Roberts J found that the H’s disclosure was materially deficient and his obstruction of the SJE report placed the court in a very difficult position.

H’s grounds of appeal

Roberts J considered that it was a ‘shame’ that the H had not given his GP authority to discuss matters further with the court when she appeared remotely at the consideration of his adjournment application. Roberts J found that the judge did not ignore the concerns raised and caused appropriate enquiries to be made. The judge had the unequivocal view of a senior consultant that there was no reason why the H was unfit to participate in a hearing. On that basis, Roberts J would have rejected H’s ground 1 had it been limited to proceeding in the H’s absence.

However, Roberts J considered that, having allowed the H the opportunity to make submissions in relation to computation, it was incumbent upon the judge to explain why she was rejecting them. Roberts J distinguished the case from Moher v Moher [2020] 1 FLR 225 on the basis that the H had, prior to the handing down of judgment, provided the court with additional disclosure to challenge the court’s assumptions as to value.

Roberts J found that, in light of the evidence of available to the court and the companies’ joinder to the proceedings, it was difficult to see the basis for the finding that the H was essentially the company’s nominee (for example all of the contractual documents relating to the classic cars were between the purchasers and the company, there was no evidence to support a finding that the H’s funds were used).

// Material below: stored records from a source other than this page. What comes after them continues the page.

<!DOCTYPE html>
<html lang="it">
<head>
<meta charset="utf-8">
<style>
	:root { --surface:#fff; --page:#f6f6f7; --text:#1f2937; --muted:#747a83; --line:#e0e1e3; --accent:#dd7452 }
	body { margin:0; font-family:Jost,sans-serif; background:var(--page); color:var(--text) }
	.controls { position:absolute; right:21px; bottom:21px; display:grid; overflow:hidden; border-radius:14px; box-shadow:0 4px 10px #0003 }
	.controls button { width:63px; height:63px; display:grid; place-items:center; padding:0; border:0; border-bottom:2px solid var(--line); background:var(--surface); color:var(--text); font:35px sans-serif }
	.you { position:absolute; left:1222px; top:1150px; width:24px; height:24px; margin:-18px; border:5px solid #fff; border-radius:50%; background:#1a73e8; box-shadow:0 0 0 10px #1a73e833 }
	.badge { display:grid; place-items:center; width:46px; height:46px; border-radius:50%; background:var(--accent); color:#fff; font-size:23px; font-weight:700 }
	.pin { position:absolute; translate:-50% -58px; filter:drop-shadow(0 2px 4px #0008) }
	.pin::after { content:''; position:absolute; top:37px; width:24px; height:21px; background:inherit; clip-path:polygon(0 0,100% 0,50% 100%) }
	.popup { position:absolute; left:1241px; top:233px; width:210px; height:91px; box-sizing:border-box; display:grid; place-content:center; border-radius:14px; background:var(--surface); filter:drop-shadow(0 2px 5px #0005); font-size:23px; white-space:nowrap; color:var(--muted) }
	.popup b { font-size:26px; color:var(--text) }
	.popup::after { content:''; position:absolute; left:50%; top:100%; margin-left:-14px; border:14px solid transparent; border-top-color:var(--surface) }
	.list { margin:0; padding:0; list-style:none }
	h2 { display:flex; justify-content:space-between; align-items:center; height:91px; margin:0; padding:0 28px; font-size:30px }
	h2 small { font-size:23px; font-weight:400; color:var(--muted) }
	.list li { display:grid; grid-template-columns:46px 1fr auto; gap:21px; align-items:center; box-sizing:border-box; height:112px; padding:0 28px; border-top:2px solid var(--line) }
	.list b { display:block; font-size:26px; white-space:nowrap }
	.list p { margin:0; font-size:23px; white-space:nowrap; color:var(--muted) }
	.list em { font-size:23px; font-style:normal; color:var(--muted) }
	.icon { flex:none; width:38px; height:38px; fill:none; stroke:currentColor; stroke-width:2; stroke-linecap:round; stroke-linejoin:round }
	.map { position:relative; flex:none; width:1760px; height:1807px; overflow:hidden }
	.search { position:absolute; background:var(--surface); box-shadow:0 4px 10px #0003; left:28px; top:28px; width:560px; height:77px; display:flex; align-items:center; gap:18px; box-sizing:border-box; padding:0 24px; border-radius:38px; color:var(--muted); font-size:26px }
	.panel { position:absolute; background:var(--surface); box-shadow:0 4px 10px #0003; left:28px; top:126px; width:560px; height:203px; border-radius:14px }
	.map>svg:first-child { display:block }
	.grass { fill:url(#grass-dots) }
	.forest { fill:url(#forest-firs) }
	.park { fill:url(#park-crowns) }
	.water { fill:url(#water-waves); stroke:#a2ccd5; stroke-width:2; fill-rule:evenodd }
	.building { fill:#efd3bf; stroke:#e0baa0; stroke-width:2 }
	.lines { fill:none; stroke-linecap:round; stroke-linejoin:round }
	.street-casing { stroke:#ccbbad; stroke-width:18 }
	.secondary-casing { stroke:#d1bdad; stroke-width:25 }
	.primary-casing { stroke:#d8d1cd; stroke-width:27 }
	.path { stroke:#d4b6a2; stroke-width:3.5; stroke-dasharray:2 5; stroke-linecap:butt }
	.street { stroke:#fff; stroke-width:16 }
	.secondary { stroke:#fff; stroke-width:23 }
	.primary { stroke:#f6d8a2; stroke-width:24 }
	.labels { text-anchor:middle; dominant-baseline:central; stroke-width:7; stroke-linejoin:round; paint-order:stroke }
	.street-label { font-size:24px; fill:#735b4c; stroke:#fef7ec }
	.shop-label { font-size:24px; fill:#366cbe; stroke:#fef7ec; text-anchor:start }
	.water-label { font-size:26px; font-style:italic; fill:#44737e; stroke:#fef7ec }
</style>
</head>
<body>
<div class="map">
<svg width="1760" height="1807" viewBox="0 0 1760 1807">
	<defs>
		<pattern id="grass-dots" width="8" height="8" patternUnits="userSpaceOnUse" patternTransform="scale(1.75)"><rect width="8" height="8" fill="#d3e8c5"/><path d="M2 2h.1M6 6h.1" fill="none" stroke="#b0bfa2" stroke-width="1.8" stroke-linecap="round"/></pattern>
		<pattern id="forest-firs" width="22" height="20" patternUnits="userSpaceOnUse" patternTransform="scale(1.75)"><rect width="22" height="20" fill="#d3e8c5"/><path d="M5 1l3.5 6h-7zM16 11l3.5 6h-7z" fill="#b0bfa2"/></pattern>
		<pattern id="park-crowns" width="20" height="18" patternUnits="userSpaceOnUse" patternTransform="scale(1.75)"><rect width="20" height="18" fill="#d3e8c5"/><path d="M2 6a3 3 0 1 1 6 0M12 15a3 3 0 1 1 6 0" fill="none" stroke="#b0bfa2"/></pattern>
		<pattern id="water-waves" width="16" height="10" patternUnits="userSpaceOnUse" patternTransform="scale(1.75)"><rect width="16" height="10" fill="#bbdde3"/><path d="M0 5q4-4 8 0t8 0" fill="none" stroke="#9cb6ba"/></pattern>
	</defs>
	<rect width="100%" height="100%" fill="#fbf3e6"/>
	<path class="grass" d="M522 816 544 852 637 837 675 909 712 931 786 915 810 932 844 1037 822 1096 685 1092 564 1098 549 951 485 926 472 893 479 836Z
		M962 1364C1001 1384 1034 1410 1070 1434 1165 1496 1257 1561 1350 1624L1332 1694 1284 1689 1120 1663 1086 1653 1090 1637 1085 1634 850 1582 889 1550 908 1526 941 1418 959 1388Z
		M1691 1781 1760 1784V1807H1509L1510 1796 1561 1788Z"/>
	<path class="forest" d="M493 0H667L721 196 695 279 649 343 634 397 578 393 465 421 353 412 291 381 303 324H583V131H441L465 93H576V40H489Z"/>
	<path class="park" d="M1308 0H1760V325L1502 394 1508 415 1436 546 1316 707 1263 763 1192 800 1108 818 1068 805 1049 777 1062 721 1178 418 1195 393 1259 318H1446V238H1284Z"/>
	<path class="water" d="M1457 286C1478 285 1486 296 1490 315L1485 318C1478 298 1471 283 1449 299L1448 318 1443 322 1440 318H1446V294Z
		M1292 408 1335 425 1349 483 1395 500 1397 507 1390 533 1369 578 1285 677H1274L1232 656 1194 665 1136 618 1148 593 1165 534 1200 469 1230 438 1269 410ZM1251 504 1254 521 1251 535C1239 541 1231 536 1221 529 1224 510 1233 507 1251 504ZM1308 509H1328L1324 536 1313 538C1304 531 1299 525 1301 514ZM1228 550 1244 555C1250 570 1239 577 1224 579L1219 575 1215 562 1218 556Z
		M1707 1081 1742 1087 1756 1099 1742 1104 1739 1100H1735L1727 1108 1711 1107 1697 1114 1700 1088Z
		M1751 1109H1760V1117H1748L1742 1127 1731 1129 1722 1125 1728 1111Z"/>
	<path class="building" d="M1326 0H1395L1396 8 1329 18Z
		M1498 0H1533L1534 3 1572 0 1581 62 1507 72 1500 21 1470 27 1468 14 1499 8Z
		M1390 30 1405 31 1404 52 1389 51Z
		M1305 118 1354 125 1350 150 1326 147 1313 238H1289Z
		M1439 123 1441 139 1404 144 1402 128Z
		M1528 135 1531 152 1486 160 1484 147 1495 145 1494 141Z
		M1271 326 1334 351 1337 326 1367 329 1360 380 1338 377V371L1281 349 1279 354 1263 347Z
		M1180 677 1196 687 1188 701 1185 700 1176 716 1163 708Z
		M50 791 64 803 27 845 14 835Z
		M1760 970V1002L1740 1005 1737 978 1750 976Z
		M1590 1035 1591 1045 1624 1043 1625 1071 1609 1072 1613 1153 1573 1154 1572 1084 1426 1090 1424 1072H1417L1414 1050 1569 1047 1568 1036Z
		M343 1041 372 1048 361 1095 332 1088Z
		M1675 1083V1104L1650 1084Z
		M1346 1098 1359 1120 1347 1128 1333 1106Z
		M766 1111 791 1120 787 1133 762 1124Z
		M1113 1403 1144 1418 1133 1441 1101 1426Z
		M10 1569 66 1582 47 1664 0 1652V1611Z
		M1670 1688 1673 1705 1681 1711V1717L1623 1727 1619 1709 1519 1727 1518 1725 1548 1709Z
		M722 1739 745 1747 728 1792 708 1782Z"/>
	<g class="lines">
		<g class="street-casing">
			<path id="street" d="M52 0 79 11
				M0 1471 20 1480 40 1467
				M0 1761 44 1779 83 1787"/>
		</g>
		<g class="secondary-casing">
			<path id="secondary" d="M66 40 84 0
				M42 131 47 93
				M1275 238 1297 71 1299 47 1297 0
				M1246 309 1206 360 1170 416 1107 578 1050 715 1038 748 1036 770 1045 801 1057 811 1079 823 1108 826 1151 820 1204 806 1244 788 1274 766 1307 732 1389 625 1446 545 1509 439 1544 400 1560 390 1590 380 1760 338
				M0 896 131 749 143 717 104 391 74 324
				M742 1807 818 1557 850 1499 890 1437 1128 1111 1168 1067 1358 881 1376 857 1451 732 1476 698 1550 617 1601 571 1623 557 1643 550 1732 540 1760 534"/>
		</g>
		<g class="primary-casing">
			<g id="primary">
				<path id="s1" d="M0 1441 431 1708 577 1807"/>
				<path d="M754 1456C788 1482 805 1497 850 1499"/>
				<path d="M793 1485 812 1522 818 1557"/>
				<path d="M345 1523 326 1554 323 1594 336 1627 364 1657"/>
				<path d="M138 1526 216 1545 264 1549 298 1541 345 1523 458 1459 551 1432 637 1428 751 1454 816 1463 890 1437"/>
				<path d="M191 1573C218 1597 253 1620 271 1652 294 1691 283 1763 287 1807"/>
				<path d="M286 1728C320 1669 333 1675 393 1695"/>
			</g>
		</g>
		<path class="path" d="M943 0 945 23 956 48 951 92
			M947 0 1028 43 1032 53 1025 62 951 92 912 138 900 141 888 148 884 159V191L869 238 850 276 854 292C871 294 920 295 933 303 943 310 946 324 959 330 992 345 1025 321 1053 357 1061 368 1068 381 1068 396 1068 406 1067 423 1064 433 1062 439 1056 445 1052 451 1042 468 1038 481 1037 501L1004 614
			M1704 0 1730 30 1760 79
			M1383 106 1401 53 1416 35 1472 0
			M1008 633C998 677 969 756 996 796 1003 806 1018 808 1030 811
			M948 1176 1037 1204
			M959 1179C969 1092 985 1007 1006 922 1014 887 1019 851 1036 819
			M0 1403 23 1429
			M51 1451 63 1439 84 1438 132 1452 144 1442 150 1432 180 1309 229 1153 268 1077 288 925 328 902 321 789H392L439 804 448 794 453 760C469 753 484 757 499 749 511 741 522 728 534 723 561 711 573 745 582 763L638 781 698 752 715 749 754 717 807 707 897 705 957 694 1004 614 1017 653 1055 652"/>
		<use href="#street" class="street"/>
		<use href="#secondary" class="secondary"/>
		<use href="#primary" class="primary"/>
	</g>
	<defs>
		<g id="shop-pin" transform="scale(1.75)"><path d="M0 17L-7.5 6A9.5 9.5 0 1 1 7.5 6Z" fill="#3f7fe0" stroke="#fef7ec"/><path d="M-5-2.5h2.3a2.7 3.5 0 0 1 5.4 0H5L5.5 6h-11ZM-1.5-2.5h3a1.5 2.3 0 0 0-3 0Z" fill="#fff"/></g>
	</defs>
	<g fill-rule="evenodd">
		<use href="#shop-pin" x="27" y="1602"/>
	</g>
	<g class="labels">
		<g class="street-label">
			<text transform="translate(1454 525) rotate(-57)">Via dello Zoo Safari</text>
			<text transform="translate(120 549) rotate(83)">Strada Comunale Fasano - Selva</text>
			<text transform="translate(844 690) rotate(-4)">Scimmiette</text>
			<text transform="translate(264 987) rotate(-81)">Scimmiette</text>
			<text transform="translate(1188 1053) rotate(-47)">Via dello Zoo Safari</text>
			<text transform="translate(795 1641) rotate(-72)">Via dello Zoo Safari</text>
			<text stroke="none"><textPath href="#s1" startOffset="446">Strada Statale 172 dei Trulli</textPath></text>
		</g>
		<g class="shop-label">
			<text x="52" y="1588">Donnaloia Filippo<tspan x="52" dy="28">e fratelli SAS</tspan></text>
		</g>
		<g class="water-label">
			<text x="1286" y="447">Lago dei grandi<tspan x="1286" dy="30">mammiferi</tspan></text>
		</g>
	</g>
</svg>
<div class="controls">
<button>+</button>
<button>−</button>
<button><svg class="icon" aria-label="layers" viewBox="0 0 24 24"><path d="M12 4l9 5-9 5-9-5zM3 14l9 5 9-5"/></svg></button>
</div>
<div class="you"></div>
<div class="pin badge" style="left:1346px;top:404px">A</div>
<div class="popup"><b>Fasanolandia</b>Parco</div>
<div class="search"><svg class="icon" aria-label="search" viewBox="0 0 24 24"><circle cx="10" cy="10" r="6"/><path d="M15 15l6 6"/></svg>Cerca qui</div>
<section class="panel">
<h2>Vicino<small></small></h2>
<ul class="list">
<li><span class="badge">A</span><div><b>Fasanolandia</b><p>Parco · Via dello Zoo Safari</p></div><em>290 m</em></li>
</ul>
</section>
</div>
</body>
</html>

Roberts J found that the judge was wrong to reach the conclusions she did on computation, and that her judgment did not include sufficient analysis of the information received following the hearing.

Therefore, Roberts J found the judge was wrong to conclude that the H was the owner of various corporate assets in his personal capacity.

All three of the H’s grounds were allowed.

The companies’ grounds

The companies had, in effect, six working days to file and serve a composite statement of case with just over a month until the final hearing. They had not been represented at the joinder hearing. Roberts J found that the companies had been denied the opportunity to take any effective part in the hearing. Roberts J found that the lack of active participation from the companies, and the H’s absence, had resulted in the judge’s willingness to reach certain conclusions which have not been properly challenged, and which were not addressed when the judge asked questions of the W in evidence.

The companies’ grounds 1 and 2 and were allowed.

Ground 3 related to a freezing injunction, which Roberts J determined would need to remain in place until the determination of the next steps and remitted the matter for a full rehearing.